### WORK ORDER
Nothing but the lines holding the string "with" should appear in the answer. Copy them from the entries.

(Data excerpts)
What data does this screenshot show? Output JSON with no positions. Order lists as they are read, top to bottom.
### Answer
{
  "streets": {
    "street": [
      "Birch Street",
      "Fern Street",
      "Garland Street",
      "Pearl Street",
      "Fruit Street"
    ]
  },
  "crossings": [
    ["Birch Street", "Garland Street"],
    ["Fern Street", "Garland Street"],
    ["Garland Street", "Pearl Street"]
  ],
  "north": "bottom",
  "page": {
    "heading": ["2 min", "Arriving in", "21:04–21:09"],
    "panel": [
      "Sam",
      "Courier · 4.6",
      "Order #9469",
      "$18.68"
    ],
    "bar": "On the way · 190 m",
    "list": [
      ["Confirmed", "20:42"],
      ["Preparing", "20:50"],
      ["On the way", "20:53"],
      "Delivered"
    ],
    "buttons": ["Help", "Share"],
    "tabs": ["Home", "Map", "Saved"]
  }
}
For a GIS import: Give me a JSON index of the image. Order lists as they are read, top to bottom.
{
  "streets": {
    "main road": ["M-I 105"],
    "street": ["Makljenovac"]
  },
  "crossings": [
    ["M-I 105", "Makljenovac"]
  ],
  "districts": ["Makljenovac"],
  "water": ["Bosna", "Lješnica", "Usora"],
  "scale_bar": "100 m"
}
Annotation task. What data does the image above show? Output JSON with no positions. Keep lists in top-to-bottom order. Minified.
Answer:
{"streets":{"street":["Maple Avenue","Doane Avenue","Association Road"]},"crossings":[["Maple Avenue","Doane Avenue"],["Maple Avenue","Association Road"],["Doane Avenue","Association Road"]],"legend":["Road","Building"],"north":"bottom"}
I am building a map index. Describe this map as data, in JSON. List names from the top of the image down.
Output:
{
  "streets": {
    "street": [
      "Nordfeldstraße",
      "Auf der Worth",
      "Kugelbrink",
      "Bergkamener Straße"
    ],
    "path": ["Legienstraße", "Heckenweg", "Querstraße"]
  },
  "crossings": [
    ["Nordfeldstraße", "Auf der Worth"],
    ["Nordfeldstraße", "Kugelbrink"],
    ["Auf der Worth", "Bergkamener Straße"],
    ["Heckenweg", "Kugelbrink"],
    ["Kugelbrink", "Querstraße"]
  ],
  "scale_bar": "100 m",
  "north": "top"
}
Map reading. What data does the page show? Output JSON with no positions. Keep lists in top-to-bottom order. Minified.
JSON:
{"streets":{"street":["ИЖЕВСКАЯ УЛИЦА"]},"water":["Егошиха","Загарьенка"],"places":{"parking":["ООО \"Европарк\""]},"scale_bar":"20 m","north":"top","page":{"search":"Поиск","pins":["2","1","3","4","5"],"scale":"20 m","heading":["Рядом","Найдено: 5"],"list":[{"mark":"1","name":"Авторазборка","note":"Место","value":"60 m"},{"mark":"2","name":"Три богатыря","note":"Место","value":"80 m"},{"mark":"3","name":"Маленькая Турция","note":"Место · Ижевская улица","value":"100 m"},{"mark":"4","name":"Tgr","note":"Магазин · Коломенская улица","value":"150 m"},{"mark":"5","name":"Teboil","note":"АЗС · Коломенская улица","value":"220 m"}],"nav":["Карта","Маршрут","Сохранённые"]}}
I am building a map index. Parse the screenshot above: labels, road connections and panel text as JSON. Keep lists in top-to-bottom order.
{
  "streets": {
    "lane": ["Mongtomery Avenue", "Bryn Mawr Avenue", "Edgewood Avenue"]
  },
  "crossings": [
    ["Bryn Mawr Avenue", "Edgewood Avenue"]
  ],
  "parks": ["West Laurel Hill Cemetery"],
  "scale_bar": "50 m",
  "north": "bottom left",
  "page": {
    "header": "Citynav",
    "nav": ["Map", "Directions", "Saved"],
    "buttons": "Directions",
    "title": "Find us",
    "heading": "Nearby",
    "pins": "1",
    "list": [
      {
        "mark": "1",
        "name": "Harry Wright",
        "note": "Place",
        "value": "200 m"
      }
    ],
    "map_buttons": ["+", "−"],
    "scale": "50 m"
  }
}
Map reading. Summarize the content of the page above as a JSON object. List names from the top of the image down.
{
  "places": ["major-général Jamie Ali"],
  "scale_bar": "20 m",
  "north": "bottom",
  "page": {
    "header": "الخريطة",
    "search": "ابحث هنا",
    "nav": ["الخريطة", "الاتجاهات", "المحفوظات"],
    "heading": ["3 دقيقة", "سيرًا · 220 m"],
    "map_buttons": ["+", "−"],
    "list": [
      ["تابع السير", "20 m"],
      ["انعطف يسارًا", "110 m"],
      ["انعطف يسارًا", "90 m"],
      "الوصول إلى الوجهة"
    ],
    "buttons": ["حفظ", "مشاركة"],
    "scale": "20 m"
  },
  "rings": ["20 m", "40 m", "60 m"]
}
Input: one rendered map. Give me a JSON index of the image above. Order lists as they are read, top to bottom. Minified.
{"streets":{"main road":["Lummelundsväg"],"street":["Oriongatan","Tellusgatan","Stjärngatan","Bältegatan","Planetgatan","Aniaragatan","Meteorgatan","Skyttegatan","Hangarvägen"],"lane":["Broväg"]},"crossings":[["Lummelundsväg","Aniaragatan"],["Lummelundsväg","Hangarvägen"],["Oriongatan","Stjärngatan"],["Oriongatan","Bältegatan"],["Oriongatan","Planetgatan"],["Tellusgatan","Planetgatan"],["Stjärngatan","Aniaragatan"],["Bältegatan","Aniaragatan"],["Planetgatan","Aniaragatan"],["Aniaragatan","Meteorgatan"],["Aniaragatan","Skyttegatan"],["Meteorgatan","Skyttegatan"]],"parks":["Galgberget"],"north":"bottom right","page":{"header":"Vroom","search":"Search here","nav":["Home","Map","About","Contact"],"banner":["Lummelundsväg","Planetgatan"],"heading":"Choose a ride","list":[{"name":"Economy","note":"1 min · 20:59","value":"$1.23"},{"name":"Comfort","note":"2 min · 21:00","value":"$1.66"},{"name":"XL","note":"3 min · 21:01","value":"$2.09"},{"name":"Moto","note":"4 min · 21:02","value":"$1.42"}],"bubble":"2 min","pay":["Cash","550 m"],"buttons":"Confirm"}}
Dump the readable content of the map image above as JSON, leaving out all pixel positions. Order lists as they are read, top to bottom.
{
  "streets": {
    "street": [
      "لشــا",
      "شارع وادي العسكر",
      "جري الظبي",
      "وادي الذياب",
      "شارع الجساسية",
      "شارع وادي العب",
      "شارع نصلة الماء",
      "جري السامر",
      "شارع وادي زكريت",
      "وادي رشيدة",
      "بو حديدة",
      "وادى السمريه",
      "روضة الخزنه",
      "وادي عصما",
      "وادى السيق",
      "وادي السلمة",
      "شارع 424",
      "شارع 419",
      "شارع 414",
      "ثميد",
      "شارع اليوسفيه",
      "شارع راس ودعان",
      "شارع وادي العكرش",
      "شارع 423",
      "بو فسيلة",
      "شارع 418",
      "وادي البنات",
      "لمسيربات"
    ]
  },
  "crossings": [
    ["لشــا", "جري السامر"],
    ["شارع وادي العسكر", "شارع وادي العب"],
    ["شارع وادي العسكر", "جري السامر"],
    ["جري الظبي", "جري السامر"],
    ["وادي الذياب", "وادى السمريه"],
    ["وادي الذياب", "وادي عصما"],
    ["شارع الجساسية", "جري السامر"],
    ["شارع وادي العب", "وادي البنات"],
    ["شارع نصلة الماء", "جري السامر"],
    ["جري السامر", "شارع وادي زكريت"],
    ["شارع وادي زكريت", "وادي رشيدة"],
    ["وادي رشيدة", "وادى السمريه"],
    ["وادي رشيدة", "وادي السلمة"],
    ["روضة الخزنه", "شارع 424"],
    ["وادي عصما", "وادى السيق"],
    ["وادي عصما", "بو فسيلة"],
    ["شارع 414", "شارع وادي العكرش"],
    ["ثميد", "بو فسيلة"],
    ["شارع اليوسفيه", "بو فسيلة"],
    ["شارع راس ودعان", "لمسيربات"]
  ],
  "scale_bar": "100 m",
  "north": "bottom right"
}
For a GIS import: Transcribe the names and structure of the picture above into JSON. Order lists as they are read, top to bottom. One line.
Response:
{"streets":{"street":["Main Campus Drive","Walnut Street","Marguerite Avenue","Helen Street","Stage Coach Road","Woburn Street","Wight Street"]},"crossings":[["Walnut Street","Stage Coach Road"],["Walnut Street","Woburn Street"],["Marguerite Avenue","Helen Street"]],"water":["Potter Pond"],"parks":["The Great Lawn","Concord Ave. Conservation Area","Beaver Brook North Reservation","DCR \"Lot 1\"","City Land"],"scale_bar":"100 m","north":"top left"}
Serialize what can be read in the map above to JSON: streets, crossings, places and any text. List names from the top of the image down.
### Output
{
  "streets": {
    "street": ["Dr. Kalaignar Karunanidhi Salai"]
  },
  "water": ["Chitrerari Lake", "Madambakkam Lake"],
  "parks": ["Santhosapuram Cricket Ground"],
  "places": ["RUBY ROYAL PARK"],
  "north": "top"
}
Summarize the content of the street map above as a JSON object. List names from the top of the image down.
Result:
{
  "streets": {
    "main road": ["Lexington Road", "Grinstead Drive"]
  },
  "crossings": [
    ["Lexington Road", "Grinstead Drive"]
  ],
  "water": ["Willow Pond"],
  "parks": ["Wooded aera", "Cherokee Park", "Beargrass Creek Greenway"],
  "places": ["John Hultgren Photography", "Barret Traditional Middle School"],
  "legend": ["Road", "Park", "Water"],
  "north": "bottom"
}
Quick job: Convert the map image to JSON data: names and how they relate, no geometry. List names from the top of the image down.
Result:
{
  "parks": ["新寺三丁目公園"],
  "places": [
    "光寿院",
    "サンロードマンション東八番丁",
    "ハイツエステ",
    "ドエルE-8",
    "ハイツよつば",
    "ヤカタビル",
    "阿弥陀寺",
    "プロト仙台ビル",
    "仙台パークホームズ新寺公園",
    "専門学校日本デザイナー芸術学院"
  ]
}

### ANSWER TO THIS EXERCISE
What data does this screenshot show? Output JSON with no positions. Order lists as they are read, top to bottom.
Annotation task. What data does the image above show? Output JSON with no positions. Keep lists in top-to-bottom order. Minified.
Map reading. What data does the page show? Output JSON with no positions. Keep lists in top-to-bottom order. Minified.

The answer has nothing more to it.